OYNB Challenge: Day Two

Challenge guided by One Year No Beer website.

Make New Habits

  • What’s the trigger?
  • What reward do I want?
  • What routine can I replace it with?
  • How can I celebrate success?


I am currently in pain, which made for a bad day yesterday. Despite being this, when it came to the magic time of 6pm, my thought process became “de-stress with a beer”. 6pm is when, in pre-covid19 times, I would get home from work. A beer or two would be my stress relief from the day.


I guess to ‘freeze out’ the bad day. In my mind the alcohol would help with the pain I am in, numb it. I would then be able to sleep better.
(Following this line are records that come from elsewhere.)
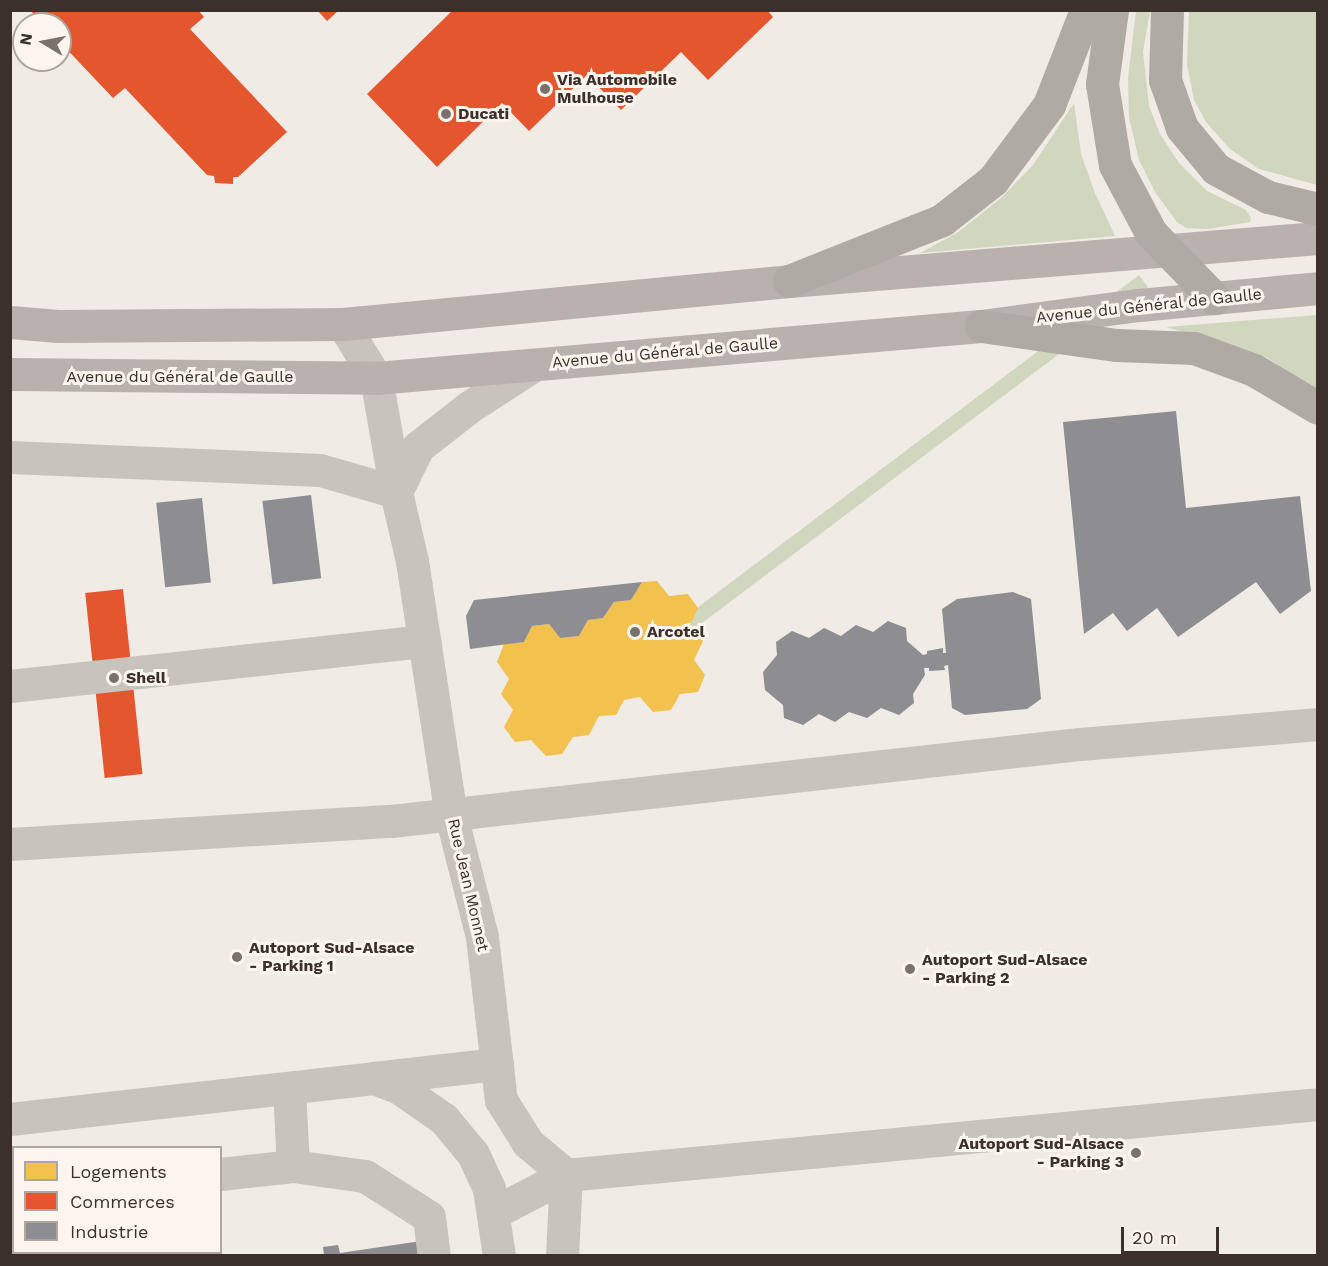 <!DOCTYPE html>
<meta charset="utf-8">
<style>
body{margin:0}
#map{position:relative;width:1328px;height:1266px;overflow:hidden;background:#f0ebe5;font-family:"Work Sans",sans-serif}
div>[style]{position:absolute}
.green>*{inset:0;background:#d1d6bf;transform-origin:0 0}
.homes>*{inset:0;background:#f2c14e}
.shops>*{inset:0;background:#e4572e;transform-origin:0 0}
.industry>*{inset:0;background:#8d8d92;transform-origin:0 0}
.minor>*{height:33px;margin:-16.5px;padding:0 16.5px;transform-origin:16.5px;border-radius:16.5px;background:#c9c3be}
.major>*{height:33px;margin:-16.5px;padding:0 16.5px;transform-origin:16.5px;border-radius:16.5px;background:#b8b1ad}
.highway>*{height:33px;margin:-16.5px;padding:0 16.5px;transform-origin:16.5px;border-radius:16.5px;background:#afaaa4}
.dots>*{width:16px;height:16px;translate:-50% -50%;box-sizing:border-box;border:3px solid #fbf5ee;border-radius:50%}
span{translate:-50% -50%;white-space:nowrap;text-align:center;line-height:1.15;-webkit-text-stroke:6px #fbf5ee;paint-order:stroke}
.poi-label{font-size:16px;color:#3b302b;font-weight:700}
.left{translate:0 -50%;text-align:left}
.right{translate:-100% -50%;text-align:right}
.street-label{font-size:16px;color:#3b302b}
.frame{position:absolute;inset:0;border:12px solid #3b302b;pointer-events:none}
.legend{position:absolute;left:12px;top:1146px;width:210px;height:108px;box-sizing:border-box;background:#fbf5ee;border:2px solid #aea6a0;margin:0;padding:8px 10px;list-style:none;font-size:18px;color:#3b302b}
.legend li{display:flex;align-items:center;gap:12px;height:30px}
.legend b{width:30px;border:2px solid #aea6a0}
.north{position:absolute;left:12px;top:12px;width:60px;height:60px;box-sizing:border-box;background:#fbf5ee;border:2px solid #aea6a0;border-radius:50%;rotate:280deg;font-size:16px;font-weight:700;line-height:24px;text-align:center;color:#3b302b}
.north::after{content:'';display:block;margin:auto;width:21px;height:27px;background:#7a716c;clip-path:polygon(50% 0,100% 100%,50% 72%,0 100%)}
.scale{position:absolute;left:1121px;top:1227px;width:98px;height:27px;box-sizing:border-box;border:3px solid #3b302b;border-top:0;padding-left:8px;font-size:18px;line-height:21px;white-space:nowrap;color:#3b302b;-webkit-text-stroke:4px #fbf5ee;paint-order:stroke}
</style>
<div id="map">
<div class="green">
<i style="clip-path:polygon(1136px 11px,1150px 11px,1143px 52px,1149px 106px,1160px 134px,1179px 163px,1207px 191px,1246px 210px,1251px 217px,1250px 222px,1207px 229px,1186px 228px,1177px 222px,1155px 192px,1139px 160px,1129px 118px,1128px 78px)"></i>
<i style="clip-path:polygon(1189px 11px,1317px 11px,1317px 185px,1259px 169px,1230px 149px,1206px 122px,1194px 100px,1187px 64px)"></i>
<i style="clip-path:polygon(1074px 103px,1081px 154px,1095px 193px,1115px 236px,920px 253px,957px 233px,1001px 198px,1033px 165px)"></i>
<i style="left:1139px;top:275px;width:15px;height:758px;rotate:53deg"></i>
<i style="clip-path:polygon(1317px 315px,1317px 393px,1266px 357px,1166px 327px)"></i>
</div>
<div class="homes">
<i style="clip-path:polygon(657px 581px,669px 596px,688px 594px,698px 608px,690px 626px,703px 641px,694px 660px,705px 675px,698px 692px,680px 694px,671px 710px,653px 712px,640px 697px,624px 700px,616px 715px,599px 716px,589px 735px,573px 737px,562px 754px,546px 756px,531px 740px,515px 742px,504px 727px,513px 710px,501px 694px,509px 679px,497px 662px,504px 644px,524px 642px,532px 626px,549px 624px,560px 638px,579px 636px,588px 620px,603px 618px,614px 602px,631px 600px,642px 582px)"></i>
</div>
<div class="shops">
<i style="clip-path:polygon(30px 10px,198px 10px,204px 17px,190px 29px,287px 132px,238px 177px,233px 177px,233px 184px,215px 183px,214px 176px,207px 175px,125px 88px,113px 98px,60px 42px,60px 24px,43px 24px)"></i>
<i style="clip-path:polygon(317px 10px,339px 10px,327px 21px)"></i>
<i style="clip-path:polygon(453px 10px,767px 10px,773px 17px,708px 80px,681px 52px,621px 110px,587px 75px,529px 131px,502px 103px,437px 167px,367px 94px)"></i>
<i style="left:123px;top:589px;width:186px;height:38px;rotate:84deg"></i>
</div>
<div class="industry">
<i style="clip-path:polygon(1176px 411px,1186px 508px,1300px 496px,1311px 591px,1280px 614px,1256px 582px,1178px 637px,1157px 608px,1127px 631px,1113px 613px,1084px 634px,1063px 422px)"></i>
<i style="left:311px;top:495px;width:84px;height:49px;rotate:83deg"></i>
<i style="left:202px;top:498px;width:85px;height:46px;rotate:84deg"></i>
<i style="clip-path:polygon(642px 582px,631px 600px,614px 602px,603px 618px,588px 620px,579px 636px,560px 638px,549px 624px,532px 626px,524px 642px,470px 649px,466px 616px,474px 600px)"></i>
<i style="clip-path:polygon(1013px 592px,1031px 599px,1041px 699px,1027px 709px,965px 715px,952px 708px,948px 665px,944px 666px,945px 670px,929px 671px,929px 668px,924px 668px,925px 675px,913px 694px,914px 703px,899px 715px,881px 708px,867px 718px,849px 712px,835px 722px,819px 714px,803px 725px,784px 718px,783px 705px,765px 690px,763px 672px,777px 655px,776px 642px,792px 631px,809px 638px,824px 628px,841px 636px,856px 625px,873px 632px,888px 621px,906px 628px,907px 641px,923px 655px,927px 654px,927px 651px,943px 648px,943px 653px,946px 653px,942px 609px,957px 599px)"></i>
<i style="clip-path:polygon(421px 1241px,423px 1256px,324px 1256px,323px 1247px,338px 1245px,340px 1253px)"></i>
</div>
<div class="minor">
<i style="left:343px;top:324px;width:63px;rotate:58.6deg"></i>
<i style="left:376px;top:378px;width:116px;rotate:80deg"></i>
<i style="left:396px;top:492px;width:71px;rotate:76.9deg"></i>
<i style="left:412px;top:561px;width:257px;rotate:81.3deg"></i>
<i style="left:451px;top:815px;width:126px;rotate:75.7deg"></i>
<i style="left:482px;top:937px;width:164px;rotate:83.4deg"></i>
<i style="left:501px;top:1100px;width:51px;rotate:57.9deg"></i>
<i style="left:528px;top:1143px;width:50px;rotate:40.1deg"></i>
<i style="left:566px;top:1175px;width:81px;rotate:92.8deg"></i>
<i style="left:10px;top:457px;width:310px;rotate:2.4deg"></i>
<i style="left:320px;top:470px;width:79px;rotate:16.1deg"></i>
<i style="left:396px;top:492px;width:50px;rotate:-63.9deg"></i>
<i style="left:418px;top:447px;width:65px;rotate:-38.1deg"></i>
<i style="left:469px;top:407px;width:77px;rotate:-32.9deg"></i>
<i style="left:10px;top:686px;width:417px;rotate:-6.2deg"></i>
<i style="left:10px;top:844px;width:382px;rotate:-3.5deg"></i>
<i style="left:391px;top:821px;width:693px;rotate:-6.38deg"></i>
<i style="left:1080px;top:744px;width:239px;rotate:-4.8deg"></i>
<i style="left:374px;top:1078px;width:124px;rotate:-6.5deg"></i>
<i style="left:289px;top:1088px;width:78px;rotate:87.1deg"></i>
<i style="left:293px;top:1166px;width:73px;rotate:7.9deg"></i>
<i style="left:365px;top:1176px;width:76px;rotate:32.6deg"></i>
<i style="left:429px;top:1217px;width:39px;rotate:83deg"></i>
<i style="left:10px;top:1119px;width:366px;rotate:-6.4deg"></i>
<i style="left:374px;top:1078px;width:26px;rotate:21deg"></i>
<i style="left:398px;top:1087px;width:56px;rotate:34.8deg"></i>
<i style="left:444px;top:1119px;width:45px;rotate:50.4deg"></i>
<i style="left:473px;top:1154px;width:38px;rotate:65deg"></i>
<i style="left:489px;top:1189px;width:68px;rotate:81.5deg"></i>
<i style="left:220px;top:1174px;width:73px;rotate:-6.3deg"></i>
<i style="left:10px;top:1195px;width:4px"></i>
<i style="left:493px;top:1213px;width:82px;rotate:-27.5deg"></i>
<i style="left:566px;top:1175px;width:755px;rotate:-5.39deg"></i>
</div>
<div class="major">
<i style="left:10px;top:322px;width:48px;rotate:4.8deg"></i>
<i style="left:58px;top:326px;width:285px;rotate:-0.4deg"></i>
<i style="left:343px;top:324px;width:448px;rotate:-5.5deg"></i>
<i style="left:789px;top:281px;width:531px;rotate:-4.65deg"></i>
<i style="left:10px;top:374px;width:366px;rotate:0.6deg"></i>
<i style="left:376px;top:378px;width:607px;rotate:-4.91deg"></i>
<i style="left:981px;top:326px;width:159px;rotate:-7.6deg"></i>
<i style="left:1139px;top:305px;width:180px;rotate:-5.4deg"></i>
</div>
<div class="highway">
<i style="left:1112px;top:10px;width:75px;rotate:97.7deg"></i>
<i style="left:1102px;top:84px;width:82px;rotate:80.9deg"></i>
<i style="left:1115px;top:165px;width:77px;rotate:62.1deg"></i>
<i style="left:1151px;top:233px;width:91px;rotate:45.9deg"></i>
<i style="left:1167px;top:10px;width:70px;rotate:91.6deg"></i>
<i style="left:1165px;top:80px;width:51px;rotate:70.5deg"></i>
<i style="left:1182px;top:128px;width:53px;rotate:50.3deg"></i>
<i style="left:1216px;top:169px;width:59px;rotate:28.3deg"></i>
<i style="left:1268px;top:197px;width:51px;rotate:13.5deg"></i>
<i style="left:789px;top:281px;width:165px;rotate:-21.7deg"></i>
<i style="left:942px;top:220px;width:65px;rotate:-38.1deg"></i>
<i style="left:993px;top:180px;width:94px;rotate:-53.3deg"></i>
<i style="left:1049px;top:105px;width:102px;rotate:-68.7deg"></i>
<i style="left:981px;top:326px;width:137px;rotate:8deg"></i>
<i style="left:1117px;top:345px;width:77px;rotate:2.2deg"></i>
<i style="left:1194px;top:348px;width:64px;rotate:20.1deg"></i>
<i style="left:1254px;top:370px;width:74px;rotate:30.7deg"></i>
</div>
<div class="dots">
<i style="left:545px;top:89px;background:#7a716c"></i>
<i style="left:446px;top:114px;background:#7a716c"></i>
<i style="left:635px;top:632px;background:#7a716c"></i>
<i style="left:114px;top:678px;background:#7a716c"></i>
<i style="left:237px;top:957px;background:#7a716c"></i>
<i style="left:910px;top:969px;background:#7a716c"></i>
<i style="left:1136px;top:1153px;background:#7a716c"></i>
</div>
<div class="poi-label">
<span class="left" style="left:557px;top:89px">Via Automobile<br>Mulhouse</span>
<span class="left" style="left:458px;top:114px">Ducati</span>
<span class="left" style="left:647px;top:632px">Arcotel</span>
<span class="left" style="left:126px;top:678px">Shell</span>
<span class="left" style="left:249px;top:957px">Autoport Sud-Alsace<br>- Parking 1</span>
<span class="left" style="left:922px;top:969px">Autoport Sud-Alsace<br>- Parking 2</span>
<span class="right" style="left:1124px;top:1153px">Autoport Sud-Alsace<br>- Parking 3</span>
</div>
<div class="street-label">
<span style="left:1149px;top:306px;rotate:-6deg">Avenue du Général de Gaulle</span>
<span style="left:665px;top:353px;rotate:-5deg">Avenue du Général de Gaulle</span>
<span style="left:180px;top:377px">Avenue du Général de Gaulle</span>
<span style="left:468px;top:885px;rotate:77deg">Rue Jean Monnet</span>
</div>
<div class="frame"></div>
<ul class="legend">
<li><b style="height:16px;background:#f2c14e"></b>Logements</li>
<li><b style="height:16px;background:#e4572e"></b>Commerces</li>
<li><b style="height:16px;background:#8d8d92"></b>Industrie</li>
</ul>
<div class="north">N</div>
<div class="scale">20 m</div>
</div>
Even though I know the sleep part isn’t how it works.

What Routine Can I Replace It With?

In this case I replaced it with playing a PC game, which took my mind off the alcohol. I also had a tonic water, which I could pretend was a gin and tonic.

Celebrating Success

In this case, the celebration is waking up without feeling worse than I already was.

OYNB Challenge: Day One

Challenge guided by One Year No Beer website.

Why Am I Here?

Day one, of the challenge, is simple. Answer the following, to get to my WHY.

  • What in your life is not working for you?
  • What needs to change with your habits and behaviour?
  • What have been the consequences of your drinking habits?
  • What will you gain from changing your relationship with alcohol?
  • Why is it just not an option for things to stay as they are?

What In Your Life Is Not Working For You?

Being constantly depressed. Being constantly unmotivated. Being unfit.

What Needs to Change With Your Habits and Behaviour?

I need to stop drinking everyday. I need to start looking after my health, physical and mental. I need to exercise daily, meditate daily and replace alcohol with things that have a positive effect on me.

What Have Been The Consequences of Your Drinking Habits?

Massive weight gain. Constant depression and anxiety. Lack of focus on my goals, professional and personal. My “life” has been reduced to nothing – very little interest in anything, very little action.

What will you gain from changing your relationship with alcohol?

My health. Focus. Energy.

Why is it just not an option for things to stay as they are?

The depression, largely brought on by alcohol, has become so bad at times that suicide has become more than a passing thought. Alcohol will kill me, one way or another.